The two banks are the 10th and 11th to give the Federal Deposit Insurance Corp. and Federal Reserve Board first drafts of guides to their hypothetical wind-downs required under the Dodd-Frank Act. Each plan, which allegedly total thousands of pages, is mostly nonpublic. Yet they include short public portions with some details about company structure and resolution strategy.
"Under the preferred resolution strategy, State Street's global custody business would be maintained as an integrated business in a sale transaction, in order to minimize disruption to clients and the U.S. and global financial systems and to maximize the value of the basket of interconnected and synergistic services that State Street offers today," the Boston company said in the public portion of its plan.
The regulators' November rule outlining living-will standards gave a staggered schedule for first submissions, based mostly on size. Firms with more than $250 billion of nonbank assets — or of U.S.-based nonbank assets in the case of a foreign firm — had to file plans by July 2012, followed by a July 2013 deadline for those with more than $100 billion, and December 2013 for all other systemically important firms. Following the first submissions, companies must complete regular updates.
Although BNY Mellon and State Street did not fall in the first bucket, the rule left the agencies with discretion to require submissions outside the general due dates. It is not exactly clear why regulators put the two companies on a different schedule; a spokeswoman for the Fed said simply regulators had used their "supervisory judgment" in giving them different deadlines.
But it is not surprising the agencies would want to see the two firms' plans before others. They are not as big as Bank of America or JPMorgan Chase, which submitted first drafts in July, but BNY Mellon and State Street have larger securities businesses in relation to their banking units than a bank like Wells Fargo, which is large but has a smaller proportion of nonbanking activities. (Wells Fargo has yet to submit a living will draft.)
BNY Mellon and State Street were also included by the Financial Stability Board on the list of complex firms labeled as "global systemically important financial institutions."

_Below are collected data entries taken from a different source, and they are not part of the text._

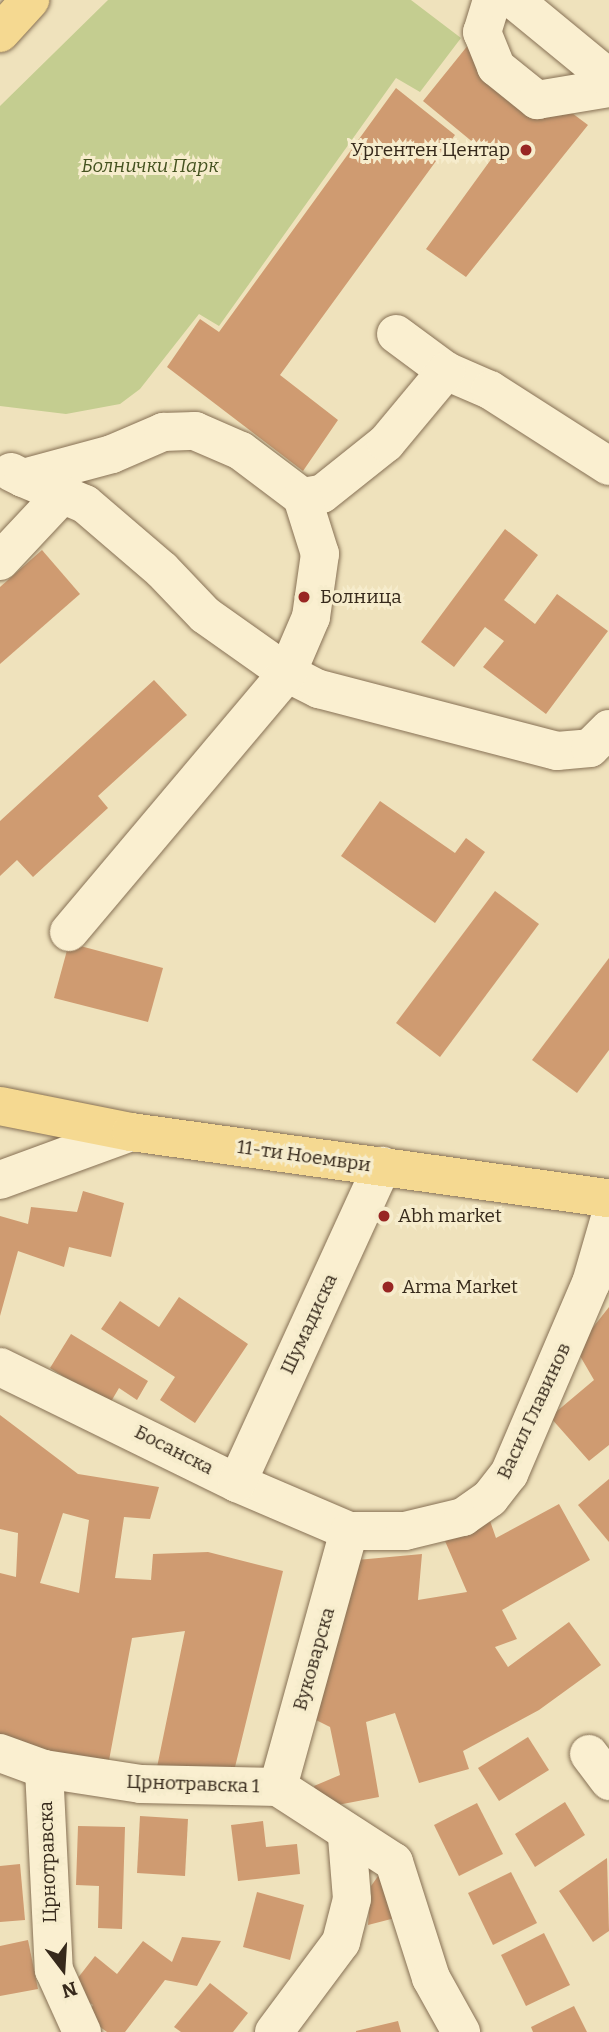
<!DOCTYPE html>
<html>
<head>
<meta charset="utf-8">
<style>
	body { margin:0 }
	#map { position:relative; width:609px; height:2032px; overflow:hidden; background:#efe2bc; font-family:Bitter,serif }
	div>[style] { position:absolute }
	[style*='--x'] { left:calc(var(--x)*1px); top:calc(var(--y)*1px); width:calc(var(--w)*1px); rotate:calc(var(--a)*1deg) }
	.green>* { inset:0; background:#c4cd90 }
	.building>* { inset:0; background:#cf9b71 }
	.roads { filter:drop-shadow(0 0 2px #877155) drop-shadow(0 0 2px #877155) }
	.minor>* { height:38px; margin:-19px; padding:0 19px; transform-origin:19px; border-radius:19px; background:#faefd0 }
	.major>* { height:38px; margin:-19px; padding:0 19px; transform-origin:19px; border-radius:19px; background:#f5d991 }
	.dots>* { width:19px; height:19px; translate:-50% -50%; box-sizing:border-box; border:4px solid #f6eccc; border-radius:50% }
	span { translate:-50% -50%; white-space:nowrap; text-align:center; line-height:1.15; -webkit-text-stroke:6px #f6eccc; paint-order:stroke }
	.poi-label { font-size:19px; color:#36291b }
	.right { translate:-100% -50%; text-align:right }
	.left { translate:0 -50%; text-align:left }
	.park-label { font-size:19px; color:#455320; font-style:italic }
	.street-label { font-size:19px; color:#36291b }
	.north { position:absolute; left:28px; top:1934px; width:70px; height:70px; -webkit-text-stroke:5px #f6eccc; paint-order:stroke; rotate:163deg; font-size:19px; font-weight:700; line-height:28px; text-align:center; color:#36291b }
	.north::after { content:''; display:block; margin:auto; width:24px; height:32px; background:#36291b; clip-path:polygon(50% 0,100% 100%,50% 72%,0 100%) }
</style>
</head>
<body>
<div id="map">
	<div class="green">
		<div style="clip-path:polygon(108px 0,411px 0,461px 38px,420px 92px,396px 78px,219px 326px,199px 314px,140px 389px,120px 404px,66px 414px,0 406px,0 106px)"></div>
	</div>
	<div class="building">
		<div style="clip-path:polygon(473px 39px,588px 125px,466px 277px,426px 249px,492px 158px,423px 101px)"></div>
		<div style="clip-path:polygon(396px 88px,455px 135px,280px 375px,338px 420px,303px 471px,167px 367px,200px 319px,219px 332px)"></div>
		<div style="clip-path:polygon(505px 529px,538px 555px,504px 600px,535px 624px,557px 594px,608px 631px,546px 714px,483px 667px,504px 641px,485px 627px,454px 667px,421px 642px)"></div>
		<div style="clip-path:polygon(42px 550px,80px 594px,0 664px,0 587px)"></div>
		<div style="clip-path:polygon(154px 680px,187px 715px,98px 796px,108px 808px,33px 877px,17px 860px,0 876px,0 821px)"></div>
		<div style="clip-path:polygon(380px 801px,455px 853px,466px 838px,485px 852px,435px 923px,341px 856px)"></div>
		<div style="clip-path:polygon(495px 891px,539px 924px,440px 1057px,396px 1023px)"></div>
		<div style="clip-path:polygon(69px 943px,163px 968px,148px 1022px,54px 998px)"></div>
		<div style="clip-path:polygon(609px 958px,609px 1050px,577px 1093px,532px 1060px)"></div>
		<div style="clip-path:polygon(83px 1191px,124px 1203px,111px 1257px,69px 1247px,64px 1267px,18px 1251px,0 1316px,0 1216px,28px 1224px,31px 1207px,77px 1212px)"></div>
		<div style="clip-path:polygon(179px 1297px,248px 1344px,195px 1423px,160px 1400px,175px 1377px,101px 1329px,120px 1301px,159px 1327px)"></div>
		<div style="clip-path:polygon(609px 1307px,609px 1445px,589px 1461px,550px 1417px,594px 1380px,576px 1349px)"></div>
		<div style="clip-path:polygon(71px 1334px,148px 1381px,137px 1400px,119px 1388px,109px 1405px,50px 1368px)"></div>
		<div style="clip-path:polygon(evenodd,0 1415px,78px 1474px,159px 1487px,150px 1519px,124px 1517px,115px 1578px,151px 1580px,153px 1554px,208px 1552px,283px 1571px,235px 1767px,155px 1777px,185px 1631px,132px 1638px,107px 1771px,0 1738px,0 1573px,16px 1577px,18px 1533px,0 1529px,0 1415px,63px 1513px,89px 1520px,79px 1593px,40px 1583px,63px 1513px)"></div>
		<div style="clip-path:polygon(609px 1479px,609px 1542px,578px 1505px)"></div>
		<div style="clip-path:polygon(559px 1504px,590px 1560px,502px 1610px,517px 1639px,495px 1647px,508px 1667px,569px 1622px,601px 1665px,539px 1710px,463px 1751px,469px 1769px,419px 1783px,395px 1713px,366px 1722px,379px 1797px,322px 1808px,314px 1786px,340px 1775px,330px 1727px,310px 1717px,357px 1560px,422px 1554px,418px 1600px,467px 1592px,445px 1541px,489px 1518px,496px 1538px)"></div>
		<div style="clip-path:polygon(528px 1737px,549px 1770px,499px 1801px,478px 1768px)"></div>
		<div style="clip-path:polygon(565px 1802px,585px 1835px,535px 1867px,515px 1834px)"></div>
		<div style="clip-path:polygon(477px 1803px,503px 1854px,459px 1876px,434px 1825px)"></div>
		<div style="clip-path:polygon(140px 1816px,188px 1819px,185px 1876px,137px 1873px)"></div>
		<div style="clip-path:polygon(263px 1821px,266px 1847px,297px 1844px,300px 1874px,238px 1881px,231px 1825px)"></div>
		<div style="clip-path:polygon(78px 1826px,125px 1827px,122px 1929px,98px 1928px,99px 1886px,76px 1885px)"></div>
		<div style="clip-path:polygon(607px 1858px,609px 1931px,593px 1942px,559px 1891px)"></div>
		<div style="clip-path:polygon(20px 1864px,25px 1920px,0 1922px,0 1866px)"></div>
		<div style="clip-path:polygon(381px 1872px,399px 1917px,368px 1925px,371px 1886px)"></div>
		<div style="clip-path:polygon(511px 1872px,537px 1923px,493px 1945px,468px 1893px)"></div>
		<div style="clip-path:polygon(257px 1892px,304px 1905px,290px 1960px,243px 1947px)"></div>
		<div style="clip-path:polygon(544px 1933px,570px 1985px,526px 2006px,501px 1955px)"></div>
		<div style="clip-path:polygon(182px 1937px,221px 1941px,197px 1986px,165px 1980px,125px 2032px,107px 2032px,85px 2016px,93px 2005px,70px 1988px,95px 1956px,117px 1974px,143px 1941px,172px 1962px)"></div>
		<div style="clip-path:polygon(28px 1940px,38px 1989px,0 1996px,0 1946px)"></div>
		<div style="clip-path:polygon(210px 1983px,248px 2013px,233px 2032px,181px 2032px,174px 2027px)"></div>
		<div style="clip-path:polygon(574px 2006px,587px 2032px,533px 2032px,531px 2027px)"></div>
		<div style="clip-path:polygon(398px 2021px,401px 2032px,356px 2032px,356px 2031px)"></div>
	</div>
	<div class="roads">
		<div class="minor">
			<div style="--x:492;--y:0;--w:34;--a:107"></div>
			<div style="--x:482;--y:32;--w:38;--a:68"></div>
			<div style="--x:496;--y:67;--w:53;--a:38.8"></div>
			<div style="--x:537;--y:100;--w:73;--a:-9.5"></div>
			<div style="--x:514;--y:0;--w:123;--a:39.4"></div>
			<div style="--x:396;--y:334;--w:62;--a:36.5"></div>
			<div style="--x:446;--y:371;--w:48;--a:23.4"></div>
			<div style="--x:490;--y:390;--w:141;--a:32.6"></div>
			<div style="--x:11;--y:472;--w:13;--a:27"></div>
			<div style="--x:23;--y:478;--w:92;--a:-15.1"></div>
			<div style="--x:112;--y:454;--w:56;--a:-23.3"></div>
			<div style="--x:163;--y:432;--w:32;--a:-2"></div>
			<div style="--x:195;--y:431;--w:50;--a:23.5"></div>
			<div style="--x:241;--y:451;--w:76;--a:37"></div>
			<div style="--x:302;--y:497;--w:20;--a:-9"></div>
			<div style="--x:322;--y:494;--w:82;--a:-38.6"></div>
			<div style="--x:386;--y:443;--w:94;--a:-50.2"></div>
			<div style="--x:23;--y:478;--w:67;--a:22.8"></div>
			<div style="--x:85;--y:504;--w:101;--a:40.6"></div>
			<div style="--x:162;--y:570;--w:62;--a:46.3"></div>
			<div style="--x:205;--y:615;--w:100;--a:35.3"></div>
			<div style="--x:287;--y:673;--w:36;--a:27"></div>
			<div style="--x:319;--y:689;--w:246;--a:14.6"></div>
			<div style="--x:557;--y:751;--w:33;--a:-5"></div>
			<div style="--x:590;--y:748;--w:27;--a:-45"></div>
			<div style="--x:0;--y:561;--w:88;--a:-46.8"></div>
			<div style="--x:69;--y:932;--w:339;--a:-49.9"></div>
			<div style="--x:287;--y:673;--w:61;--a:-66.8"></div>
			<div style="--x:311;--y:617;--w:64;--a:-81.9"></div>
			<div style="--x:320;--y:554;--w:60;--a:-107.5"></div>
			<div style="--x:0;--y:1180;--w:140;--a:-20.1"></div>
			<div style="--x:0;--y:1367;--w:264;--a:26.1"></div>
			<div style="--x:237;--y:1483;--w:122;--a:23.2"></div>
			<div style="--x:349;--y:1531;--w:56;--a:0"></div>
			<div style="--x:405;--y:1531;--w:60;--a:-13.6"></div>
			<div style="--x:463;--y:1517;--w:33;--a:-35"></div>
			<div style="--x:490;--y:1498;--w:31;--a:-52"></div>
			<div style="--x:509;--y:1474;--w:208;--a:-66.8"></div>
			<div style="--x:591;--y:1283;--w:65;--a:-73.8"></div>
			<div style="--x:237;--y:1483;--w:349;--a:-65.4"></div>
			<div style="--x:0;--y:1753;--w:47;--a:20"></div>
			<div style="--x:44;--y:1769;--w:98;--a:8.8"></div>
			<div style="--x:141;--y:1784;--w:137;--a:1.3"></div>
			<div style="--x:278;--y:1787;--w:138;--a:32.9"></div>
			<div style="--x:394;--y:1862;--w:122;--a:72.3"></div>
			<div style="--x:431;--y:1978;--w:62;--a:60.9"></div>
			<div style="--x:589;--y:1754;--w:34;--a:53"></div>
			<div style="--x:44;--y:1769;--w:201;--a:87.2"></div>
			<div style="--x:54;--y:1970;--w:68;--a:65.7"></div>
			<div style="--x:278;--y:1787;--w:266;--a:-74.5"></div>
			<div style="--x:274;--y:2032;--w:112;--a:-53.3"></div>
			<div style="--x:341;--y:1942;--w:44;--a:-75.7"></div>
			<div style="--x:352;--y:1899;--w:62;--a:-94.6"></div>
		</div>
		<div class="major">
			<div style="--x:0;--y:33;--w:45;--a:-47.7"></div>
			<div style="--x:0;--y:1106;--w:134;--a:11.2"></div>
			<div style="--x:131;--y:1132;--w:483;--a:7.9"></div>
		</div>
	</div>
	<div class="dots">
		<div style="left:526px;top:150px;background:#982623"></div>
		<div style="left:304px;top:597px;background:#982623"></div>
		<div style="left:384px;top:1216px;background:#982623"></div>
		<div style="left:388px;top:1287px;background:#982623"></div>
	</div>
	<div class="poi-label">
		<span class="right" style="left:510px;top:150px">Ургентен Центар</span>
		<span class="left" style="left:320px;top:597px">Болница</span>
		<span class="left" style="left:398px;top:1216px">Abh market</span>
		<span class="left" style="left:402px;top:1287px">Arma Market</span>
	</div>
	<div class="park-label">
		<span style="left:150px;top:166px">Болнички Парк</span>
	</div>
	<div class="street-label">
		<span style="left:304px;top:1156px;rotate:8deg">11-ти Ноември</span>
		<span style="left:309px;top:1324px;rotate:-65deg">Шумадиска</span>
		<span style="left:534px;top:1411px;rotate:-65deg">Васил Главинов</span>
		<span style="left:174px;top:1450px;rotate:27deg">Босанска</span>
		<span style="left:314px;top:1659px;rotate:-74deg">Вуковарска</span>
		<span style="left:193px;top:1784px;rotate:2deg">Црнотравска 1</span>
		<span style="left:48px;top:1862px;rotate:-92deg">Црнотравска</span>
	</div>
	<div class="north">N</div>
</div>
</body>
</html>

"The primary distinction between Wells Fargo on the one hand, and BNY Mellon and State Street on the other hand, is the degree of their involvement in activities beyond conventional banking, such as tri-party repos, payment systems, custody and securities lending," said Sylvia Mayer, a partner at Weil, Gotshal & Manges LLP.
The public portions of the two companies' plans are each roughly 20 pages, with basic information about their core business lines, financial data and how they could be unwound in a bankruptcy.
BNY Mellon's plan said since most of the firm's operations are housed in the firm's main FDIC-insured bank, much of the company could be unwound through longstanding resolution procedures for depository institutions.
"The Resolution Plan contemplates that The Bank of New York Mellon, which represents the bulk of the assets and liability of BNY Mellon, would enter into an FDIC receivership allowing it to continue to provide the requisite operational support to the rest of BNY Mellon and the FDIC would use its traditional resolution powers … to facilitate orderly disposition or wind down," the firm said in its plan's public portion.
The living will requirements were part of a broader aim in the financial reform law to make it easier to take apart failing behemoths, and prevent the kind of chaos that followed Lehman Brothers' bankruptcy in 2008. Generally, all bank holding companies with more than $50 billion of total assets, as well as nonbank firms considered systemically important, will have to draft resolution plans. Wills must include mapping of a firm's business lines, details about information systems and cash flows, and a strategy for how the firm could be taken apart according to the bankruptcy code.
The purpose of the plans is essentially twofold. Officials hope the living wills process compels firms to structure themselves in ways that would make them easier to unwind, and regulators have the authority to force restructurings if plans are deemed to be supbar. Yet the FDIC can also use the living wills as it builds a special government resolution facility for unwinding systemically risky firms.